Morgan Stanley
(MS) plans to hire as many as 400 traders and salespeople. The hiring spree aims at ramping up profit in the company’s emerging markets, foreign exchange, equity derivatives and prime brokerage businesses and thereby taking the company out of three straight quarters of losses.
This move comes after Morgan Stanley reported a second-quarter loss, while its major competitors Goldman Sachs Group Inc. (GS) and JPMorgan Chase & Co. (JPM) reported strong earnings. After last year’s meltdown of the banking sector, Morgan Stanley steered away from risky investments that led to the demise of some of its competitors. When trading opportunities picked up in the second quarter of 2009, its competitors took advantage while Morgan Stanley lagged behind as a result of maintaining a more conservative stance to survive the financial crisis.
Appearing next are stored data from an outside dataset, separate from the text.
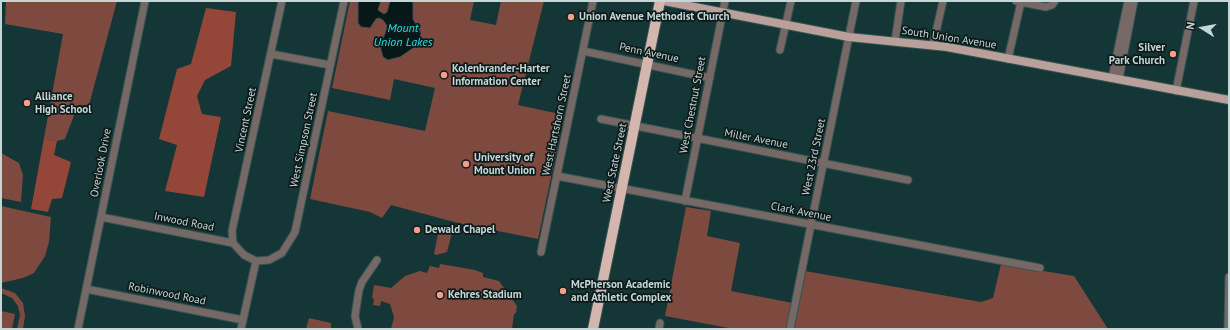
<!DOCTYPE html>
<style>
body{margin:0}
#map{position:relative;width:1230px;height:330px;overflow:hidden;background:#153636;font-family:"PT Sans",sans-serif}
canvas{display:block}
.frame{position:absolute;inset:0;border:2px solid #c5d6d6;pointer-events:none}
.north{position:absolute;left:1182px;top:8px;width:40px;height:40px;-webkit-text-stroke:3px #0d1a1a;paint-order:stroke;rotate:281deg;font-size:11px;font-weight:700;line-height:16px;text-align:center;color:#c5d6d6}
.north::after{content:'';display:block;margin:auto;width:14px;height:18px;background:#c5d6d6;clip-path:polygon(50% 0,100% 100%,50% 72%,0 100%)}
</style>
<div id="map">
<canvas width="1230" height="330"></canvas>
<div class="frame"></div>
<div class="north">N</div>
</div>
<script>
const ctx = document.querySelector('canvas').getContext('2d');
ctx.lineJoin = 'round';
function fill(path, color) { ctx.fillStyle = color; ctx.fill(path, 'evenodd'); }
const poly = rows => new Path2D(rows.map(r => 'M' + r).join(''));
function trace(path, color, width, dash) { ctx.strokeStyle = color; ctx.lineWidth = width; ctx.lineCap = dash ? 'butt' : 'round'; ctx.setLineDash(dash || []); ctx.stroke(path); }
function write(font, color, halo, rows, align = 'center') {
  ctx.font = font + ' "PT Sans",sans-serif'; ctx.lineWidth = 3.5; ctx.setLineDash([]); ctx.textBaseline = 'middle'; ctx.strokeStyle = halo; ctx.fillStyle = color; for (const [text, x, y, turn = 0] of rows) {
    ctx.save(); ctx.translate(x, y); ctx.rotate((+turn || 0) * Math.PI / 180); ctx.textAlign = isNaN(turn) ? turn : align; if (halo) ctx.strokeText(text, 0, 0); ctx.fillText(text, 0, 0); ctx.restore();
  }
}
const green = poly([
 [6,1,117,1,89,105,78,105,65,139,57,141,44,138,63,34,5,24],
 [350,1,474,1,470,20,496,25,501,1,544,1,518,105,564,115,538,239,458,223,391,205,382,218,370,212,310,199,328,111,425,131,435,88,394,79,390,100,332,88],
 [1,153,19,163,23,175,21,202,1,198],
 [1,206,51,217,49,242,45,256,34,273,23,278,1,283],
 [686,207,711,211,707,236,740,243,731,291,798,304,805,271,981,302,993,298,1001,264,1074,276,1108,329,734,329,665,316],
 [439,229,449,231,453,229,447,252,436,255,434,254],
 [440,264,475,270,483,273,483,277,499,281,517,306,516,313,514,314,512,329,391,329,394,317,390,304,381,301,380,306,373,305,374,299,372,298,374,285,391,288,405,276,420,271,427,273,430,266,439,268],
 [1,288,15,293,23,303,25,316,23,329,17,329,20,315,18,306,12,298,1,293],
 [1,311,15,314,12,329,1,329],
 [309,318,331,323,331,329,306,329]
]);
const forest = poly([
 [206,8,236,12,231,66,205,80,197,96,202,114,221,117,204,197,165,191,177,145,159,139,177,69,191,64],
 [44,138,57,141,54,155,71,162,62,198,52,199,48,212,31,209]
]);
const water = poly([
 [358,1,381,1,378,10,384,14,387,12,390,1,413,1,413,19,421,33,419,44,400,57,388,60,383,57,380,46,386,31,387,26,383,20,379,18,376,19,370,28,361,27,358,23,358,1]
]);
const minor = poly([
 [1016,1,1046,7,1052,5,1055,1],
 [895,41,901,1],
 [933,45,943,1],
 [780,50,791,1],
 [583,51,710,78],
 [271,54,330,65],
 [1008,59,1021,2],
 [1112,78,1128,1],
 [1119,79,1134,1],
 [1176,91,1194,1],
 [601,119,908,180],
 [557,176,1040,268],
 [685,201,725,1],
 [101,217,233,243,244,255,256,261,269,260,282,253,295,232,344,1],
 [233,243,232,231,282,1],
 [541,252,593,1],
 [86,289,243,320],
 [78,329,145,1],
 [241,329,256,261],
 [358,329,355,316,359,290,362,282,377,260],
 [659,329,660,323],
 [790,329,856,1],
 [1228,329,1229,277]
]);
const major = poly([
 [664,1,849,37,947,47,1229,100]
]);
const highway = poly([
 [593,329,660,1]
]);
const markers = [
 [571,17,4,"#f49d8b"],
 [1173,54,4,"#f49d8b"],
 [444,75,4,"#f49d8b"],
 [27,103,4,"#f49d8b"],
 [466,164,4,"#f49d8b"],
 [417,230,4,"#f49d8b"],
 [563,291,4,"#f49d8b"],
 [440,295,4,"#f49d8b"]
];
const poiNames = [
 ["Union Avenue Methodist Church",579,17],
 ["Silver",1165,48,"right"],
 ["Park Church",1165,61,"right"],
 ["Kolenbrander-Harter",452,69],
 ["Information Center",452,82],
 ["Alliance",35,97],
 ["High School",35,110],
 ["University of",474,158],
 ["Mount Union",474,171],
 ["Dewald Chapel",425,230],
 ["McPherson Academic",571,285],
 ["and Athletic Complex",571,298],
 ["Kehres Stadium",448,295]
];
const streetNames = [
 ["South Union Avenue",949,38,9],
 ["Penn Avenue",649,53,12],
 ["West Chestnut Street",693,105,-79],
 ["Vincent Street",246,120,-78],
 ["West Hartshorn Street",557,125,-78],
 ["Miller Avenue",756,139,11],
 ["West Simpson Street",304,140,-78],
 ["West 23rd Street",814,157,-78],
 ["Overlook Drive",101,163,-79],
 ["West State Street",615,163,-78],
 ["Clark Avenue",801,212,11],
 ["Inwood Road",184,222,11],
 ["Robinwood Road",167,294,11]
];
const waterNames = [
 ["Mount",403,29],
 ["Union Lakes",403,43]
];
fill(green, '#7e4a3f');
fill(forest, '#944739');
fill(water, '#081717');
trace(water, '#415050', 1);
trace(minor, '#355353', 9);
trace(major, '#355353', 10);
trace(highway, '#355353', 12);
trace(minor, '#756865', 7);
trace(major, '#baa09a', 8);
trace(highway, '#d5b6af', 10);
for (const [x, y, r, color] of markers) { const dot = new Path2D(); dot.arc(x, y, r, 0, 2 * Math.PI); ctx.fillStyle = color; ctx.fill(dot); trace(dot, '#0d1a1a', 1.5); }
write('bold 11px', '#c5d6d6', '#0d1a1a', poiNames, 'left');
write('11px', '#c5d6d6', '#0d1a1a', streetNames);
write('italic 12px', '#21e1e3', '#0d1a1a', waterNames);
</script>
Morgan Stanley reported a loss of $1.26 billion, or $1.10 per share after paying preferred dividends for the second quarter, compared to $1.06 billion or $1.02 per share, in the prior-year quarter. The loss was mainly attributable to special charges incurred to cover losses in real estate investments and costs of repaying the bailout money to the government.
Though Morgan Stanley’s investment banking revenues were strong in the reported quarter, its conservative approach to trading hindered its ability to reap higher profits to offset the special charges. Furthermore, the company’s capital ratios were among the sturdiest in the industry indicating that it had pulled higher cash in reserves rather than betting on riskier assets.
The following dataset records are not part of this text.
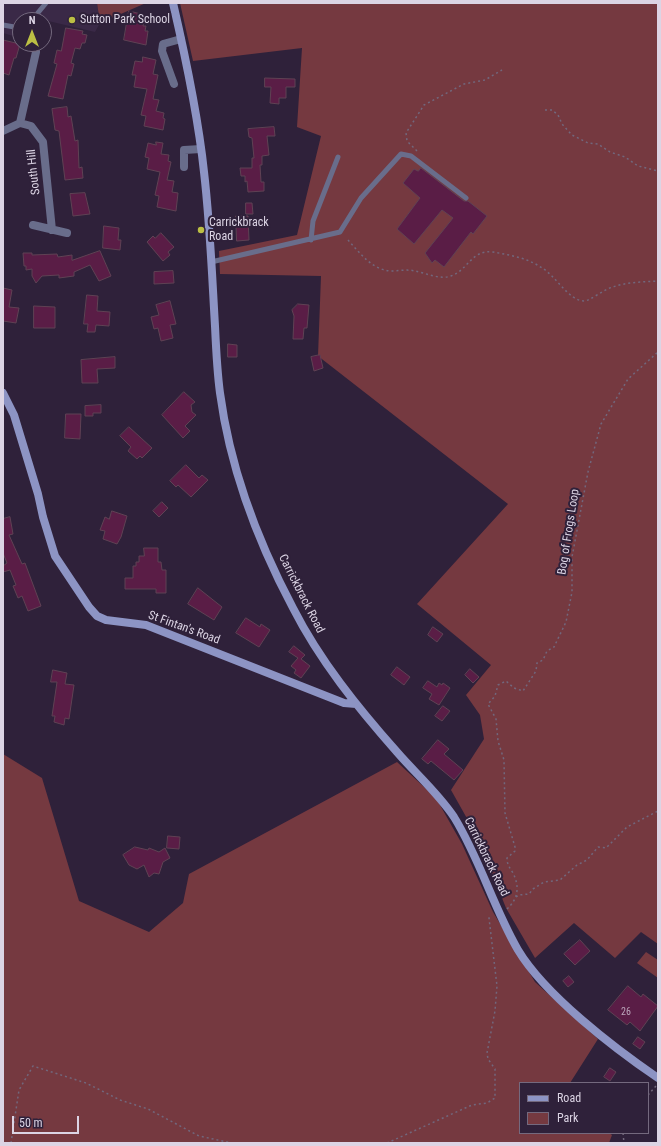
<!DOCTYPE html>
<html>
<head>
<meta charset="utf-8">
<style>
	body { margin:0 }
	#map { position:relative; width:661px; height:1146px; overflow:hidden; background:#2f213a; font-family:"Roboto Condensed",sans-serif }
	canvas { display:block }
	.frame { position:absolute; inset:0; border:4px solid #dcd4e4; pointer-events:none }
	.legend { position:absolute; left:519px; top:1082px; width:130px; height:52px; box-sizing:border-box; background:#2f213a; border:1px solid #74697e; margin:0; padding:5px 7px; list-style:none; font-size:12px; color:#dcd4e4 }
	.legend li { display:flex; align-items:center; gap:8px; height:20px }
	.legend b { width:20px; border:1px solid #74697e }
	.north { position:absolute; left:12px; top:12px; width:40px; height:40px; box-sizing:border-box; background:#2f213a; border:1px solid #74697e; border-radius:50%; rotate:0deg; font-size:11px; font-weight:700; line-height:16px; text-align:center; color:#dcd4e4 }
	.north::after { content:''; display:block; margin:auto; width:14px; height:18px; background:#bcbf44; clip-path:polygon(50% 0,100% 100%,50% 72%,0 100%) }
	.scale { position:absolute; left:12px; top:1116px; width:67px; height:18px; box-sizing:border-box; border:2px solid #dcd4e4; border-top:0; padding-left:5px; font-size:12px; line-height:14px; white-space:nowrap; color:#dcd4e4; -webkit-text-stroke:3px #2f213a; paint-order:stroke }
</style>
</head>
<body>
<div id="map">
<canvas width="661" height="1146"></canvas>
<div class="frame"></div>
<ul class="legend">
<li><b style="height:5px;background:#8d94c4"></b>Road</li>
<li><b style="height:11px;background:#753940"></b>Park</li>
</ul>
<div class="north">N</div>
<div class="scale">50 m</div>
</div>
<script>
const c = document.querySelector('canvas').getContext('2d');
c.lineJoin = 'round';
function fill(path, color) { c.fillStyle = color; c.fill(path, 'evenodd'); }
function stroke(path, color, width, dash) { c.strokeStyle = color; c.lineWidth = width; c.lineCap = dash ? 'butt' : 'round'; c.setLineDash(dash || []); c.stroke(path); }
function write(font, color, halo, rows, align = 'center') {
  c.font = font + ' "Roboto Condensed",sans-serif'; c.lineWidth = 4; c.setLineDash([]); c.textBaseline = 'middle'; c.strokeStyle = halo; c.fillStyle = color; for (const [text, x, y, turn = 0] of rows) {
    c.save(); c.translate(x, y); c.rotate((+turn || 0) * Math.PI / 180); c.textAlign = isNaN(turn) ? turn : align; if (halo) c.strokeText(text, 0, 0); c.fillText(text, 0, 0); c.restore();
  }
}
fill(new Path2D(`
	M 3,3 L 97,3 L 100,23 L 95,32 L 44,20 L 20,20 L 20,38 L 3,33 Z`), '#3a2947');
fill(new Path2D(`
	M 97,3 L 146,3 L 100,23 Z
	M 180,3 L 658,3 L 658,944 L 641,932 L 615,958 L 574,923 L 535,958 L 506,908 L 478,838 L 451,790 L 484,739 L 480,715 L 466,695 L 491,665 L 417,604 L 508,504 L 318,356 L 321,276 L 220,274 L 219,251 L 297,235 L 321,136 L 297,127 L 302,48 L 193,61 Z
	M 3,754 L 42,778 L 79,901 L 149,932 L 183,903 L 189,874 L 397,762 L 436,798 L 462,844 L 493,912 L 535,982 L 598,1039 L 570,1083 L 520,1083 L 520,1133 L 609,1133 L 612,1135 L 609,1143 L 3,1143 Z
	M 646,952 L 658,960 L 658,978 L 637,963 Z`), '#753940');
const building = new Path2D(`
	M 129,11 L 145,15 L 143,26 L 146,26 L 145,31 L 148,31 L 146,45 L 124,40 Z
	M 66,28 L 83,31 L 82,34 L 87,35 L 85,43 L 82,43 L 80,49 L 75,48 L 71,63 L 74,64 L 71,76 L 68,75 L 63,99 L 48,96 L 57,64 L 54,63 L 57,50 L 61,51 Z
	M 3,40 L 20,44 L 16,58 L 14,58 L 9,75 L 3,73 Z
	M 143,57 L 156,60 L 153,74 L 158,75 L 153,99 L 159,100 L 156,111 L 164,113 L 163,118 L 165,119 L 163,130 L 144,126 L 146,116 L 141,115 L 147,89 L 134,87 L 136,75 L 132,75 L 135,61 L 142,62 Z
	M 265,78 L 295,79 L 295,87 L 286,87 L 286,98 L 279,98 L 279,104 L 270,103 L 271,87 L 265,87 Z
	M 67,107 L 68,117 L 71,116 L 75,141 L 78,140 L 79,168 L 82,167 L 83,178 L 65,180 L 59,131 L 55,130 L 52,109 Z
	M 274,127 L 275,136 L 267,136 L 269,155 L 262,156 L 262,165 L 260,165 L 261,182 L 264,182 L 264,191 L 248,192 L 247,181 L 245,182 L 245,176 L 241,176 L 240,168 L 252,168 L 252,158 L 254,158 L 252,138 L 249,137 L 248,129 Z
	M 156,142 L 163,143 L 161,154 L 169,155 L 168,161 L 171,162 L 167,180 L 174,181 L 172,192 L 178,193 L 176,211 L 157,207 L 159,196 L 155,195 L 160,172 L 147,169 L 149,158 L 145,157 L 148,143 L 156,145 Z
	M 421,168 L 464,201 L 468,201 L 487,216 L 473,234 L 471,232 L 444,267 L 435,260 L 432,263 L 425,253 L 453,218 L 442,210 L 414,244 L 397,229 L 420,198 L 403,183 L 414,169 L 418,171 Z
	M 85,193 L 90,214 L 73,216 L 70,194 Z
	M 246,203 L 252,203 L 253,214 L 246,214 Z
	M 236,216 L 248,216 L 249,240 L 237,241 Z
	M 104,226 L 119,228 L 118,240 L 121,240 L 120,250 L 103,248 Z
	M 161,233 L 174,247 L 168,252 L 170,255 L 163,261 L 147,242 L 153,236 L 155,238 Z
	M 100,251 L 111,276 L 99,281 L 90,265 L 74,272 L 74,276 L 59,278 L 59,275 L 42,276 L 36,283 L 32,276 L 32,269 L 26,270 L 26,266 L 24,266 L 23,253 L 32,253 L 32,255 L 57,254 L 58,257 L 72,255 L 72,260 Z
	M 173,271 L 174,283 L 154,284 L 154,272 Z
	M 3,288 L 12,290 L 9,307 L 19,308 L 16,323 L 3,321 Z
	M 87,295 L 98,296 L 97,311 L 110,312 L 109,326 L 96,325 L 95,332 L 87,332 L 88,324 L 84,324 Z
	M 170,301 L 176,324 L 170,325 L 173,338 L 161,341 L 158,328 L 154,329 L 151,317 L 159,315 L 156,305 Z
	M 298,304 L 309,305 L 307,328 L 304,328 L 303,339 L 293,339 L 294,316 L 292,310 Z
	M 34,306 L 55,307 L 55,328 L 34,328 Z
	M 228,344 L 237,345 L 237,357 L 228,357 Z
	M 320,355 L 323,368 L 314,371 L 311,357 Z
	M 115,357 L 115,368 L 97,369 L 98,383 L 82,383 L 81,360 Z
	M 184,392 L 195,402 L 191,405 L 192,412 L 196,415 L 185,426 L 190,431 L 183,438 L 162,415 Z
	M 101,405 L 101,413 L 93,413 L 93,416 L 85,416 L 85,406 Z
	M 66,414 L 81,414 L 80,439 L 65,438 Z
	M 129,427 L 152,448 L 142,458 L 140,456 L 137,459 L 128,451 L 131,447 L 120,436 Z
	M 186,465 L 199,478 L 202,475 L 208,480 L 191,497 L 178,485 L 176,487 L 170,481 Z
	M 162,502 L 168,508 L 159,517 L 153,511 Z
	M 112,511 L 127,516 L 121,537 L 117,544 L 103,539 L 105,531 L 100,530 L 105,517 L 109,519 Z
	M 10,517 L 13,534 L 9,535 L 22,564 L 25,563 L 41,606 L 28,611 L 22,596 L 18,598 L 13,586 L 16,585 L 10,570 L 3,572 L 3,566 L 7,563 L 3,553 L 3,519 Z
	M 144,548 L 158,548 L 158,562 L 161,562 L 162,570 L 166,570 L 166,593 L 156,593 L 156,589 L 125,589 L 125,578 L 133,578 L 133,566 L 136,566 L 136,562 L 139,562 L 139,556 L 144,556 Z
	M 198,588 L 222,607 L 214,620 L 188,604 Z
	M 246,618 L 260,627 L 261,624 L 270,630 L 259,647 L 236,633 Z
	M 433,627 L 443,634 L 437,642 L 428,635 Z
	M 294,646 L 305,655 L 301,659 L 310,666 L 301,678 L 294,673 L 296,670 L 291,666 L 298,658 L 289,652 Z
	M 397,667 L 410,677 L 404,685 L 391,675 Z
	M 470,669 L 479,677 L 473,683 L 465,675 Z
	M 53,670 L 67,673 L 65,684 L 74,685 L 69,719 L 65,718 L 64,725 L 54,722 L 55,716 L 52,716 L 57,682 L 51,682 Z
	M 428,681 L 437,687 L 439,683 L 442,685 L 443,683 L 450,688 L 439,705 L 429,699 L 432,694 L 423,688 Z
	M 443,706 L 450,711 L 442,721 L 435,716 Z
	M 438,740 L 449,749 L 444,754 L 463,770 L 454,780 L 431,761 L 428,764 L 422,759 Z
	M 168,836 L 180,837 L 179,849 L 167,848 Z
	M 135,847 L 148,850 L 149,848 L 159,852 L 165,848 L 170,858 L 163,862 L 159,874 L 154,873 L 149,877 L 144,865 L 137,869 L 129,865 L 123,855 Z
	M 580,940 L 590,951 L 575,965 L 564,954 Z
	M 569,976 L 574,982 L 568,987 L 563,981 Z
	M 628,986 L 641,997 L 643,994 L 658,1006 L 640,1031 L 630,1022 L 627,1025 L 608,1010 Z
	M 638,1037 L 645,1042 L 640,1049 L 633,1044 Z
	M 610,1068 L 616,1072 L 610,1081 L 604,1077 Z`);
fill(building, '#5a1d46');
stroke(building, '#5f4254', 1);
stroke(new Path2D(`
	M 545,110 L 552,110 L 558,115 L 562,124 L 572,135 L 588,143 L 598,144 L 610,152 L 625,157 L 638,166 L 658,171
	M 417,151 L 407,141 L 406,133 L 424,105 L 464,84 L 485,80 L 502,70
	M 348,240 C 360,253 372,270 391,271 C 399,271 407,269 415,271 C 426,273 440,280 451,276 C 468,270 472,249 493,252 C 510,255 528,258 542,268 C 555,275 569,301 584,301 C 590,301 604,289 613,287 C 627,282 643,282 658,281
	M 516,897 L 519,895 L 529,894 L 533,889 L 544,882 L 560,880 L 577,865 L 587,860 L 598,847 L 606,848 L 627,827 L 658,811
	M 507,909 C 518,899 520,887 513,873 C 510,868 507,865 507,858 L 515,851 L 515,847 L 505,813 L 504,760 L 498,741 L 496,719 L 488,704 L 495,696 L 498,685 L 506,681 L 514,688 L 523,691 L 536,671 L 537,663 L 543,660 L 547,651 L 554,647 L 566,622 L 572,592 L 572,557 L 588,472 L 601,424 L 628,379 L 658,352
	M 648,1095 L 656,1086
	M 623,1133 L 624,1143
	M 11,1143 L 19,1090 L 33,1066 L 86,1083 L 120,1100 L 148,1109 L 199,1136 L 232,1143
	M 387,1143 L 472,1105 L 487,1103 L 495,1098 L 495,1069 L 488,1059 L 487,1053 L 495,1011 L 497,986 L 489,918 L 491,917`), '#72677c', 1.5, [2, 3]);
stroke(new Path2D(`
	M 32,20 L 46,3
	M 3,25 L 20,28
	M 311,240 L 313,221 L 338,157
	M 211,262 L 340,232 L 361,198 L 401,154 L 411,156 L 466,198`), '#696d8b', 5);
stroke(new Path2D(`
	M 174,84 L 162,51 L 163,44 L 181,39
	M 20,123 L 36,52
	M 3,131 L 20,123 L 31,126 L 43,142 L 52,230
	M 184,167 L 184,150 L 201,149
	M 33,225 L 67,233`), '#696d8b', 8);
stroke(new Path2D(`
	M 173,3 C 186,59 198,115 204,172 C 210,223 212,275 215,326 C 216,348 217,371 220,393 C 230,468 258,542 293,608 C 320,661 358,708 397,752 C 416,774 438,793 454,817 C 480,859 493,907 518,950 C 545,995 614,1048 658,1078
	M 3,393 L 14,415 L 38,494 L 43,517 L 55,556 L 89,607 L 97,616 L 106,620 L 146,625 L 344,703 L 356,704`), '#8d94c4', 8);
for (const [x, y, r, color] of [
	[72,20,4,"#bcbf44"],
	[201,230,4,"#bcbf44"]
]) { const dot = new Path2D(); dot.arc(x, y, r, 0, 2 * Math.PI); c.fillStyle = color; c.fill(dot); stroke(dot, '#2f213a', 1.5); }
write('10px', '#bca6bc', null, [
	["26",626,1012]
]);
write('12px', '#dcd4e4', '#2f213a', [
	["Sutton Park School",80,20],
	["Carrickbrack",209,223],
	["Road",209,237]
], 'left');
write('12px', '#dcd4e4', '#2f213a', [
	["South Hill",34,172,-96],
	["Bog of Frogs Loop",569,532,-81],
	["Carrickbrack Road",301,594,63],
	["St Fintan's Road",184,628,20],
	["Carrickbrack Road",486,857,64]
]);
</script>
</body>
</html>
In June 2009, Morgan Stanley was one of 10 major banks that was approved to repay its government loan. Morgan Stanley had received $10 billion as part of the government’s $700 billion program.
About half of the intended recruitment has already taken place across sales and trading. The company is looking to add more positions in its foreign exchange, emerging markets and equity derivatives businesses.
Morgan Stanley has already hired people from JPMorgan, Deutsche Bank AG (DB), Citigroup Inc. (C), Credit Suisse Group (CS), UBS AG (UBS) and Merrill Lynch, now part of Bank of America (BAC).  Morgan Stanley has made about 200 hires so far, some with year-end compensation guarantees.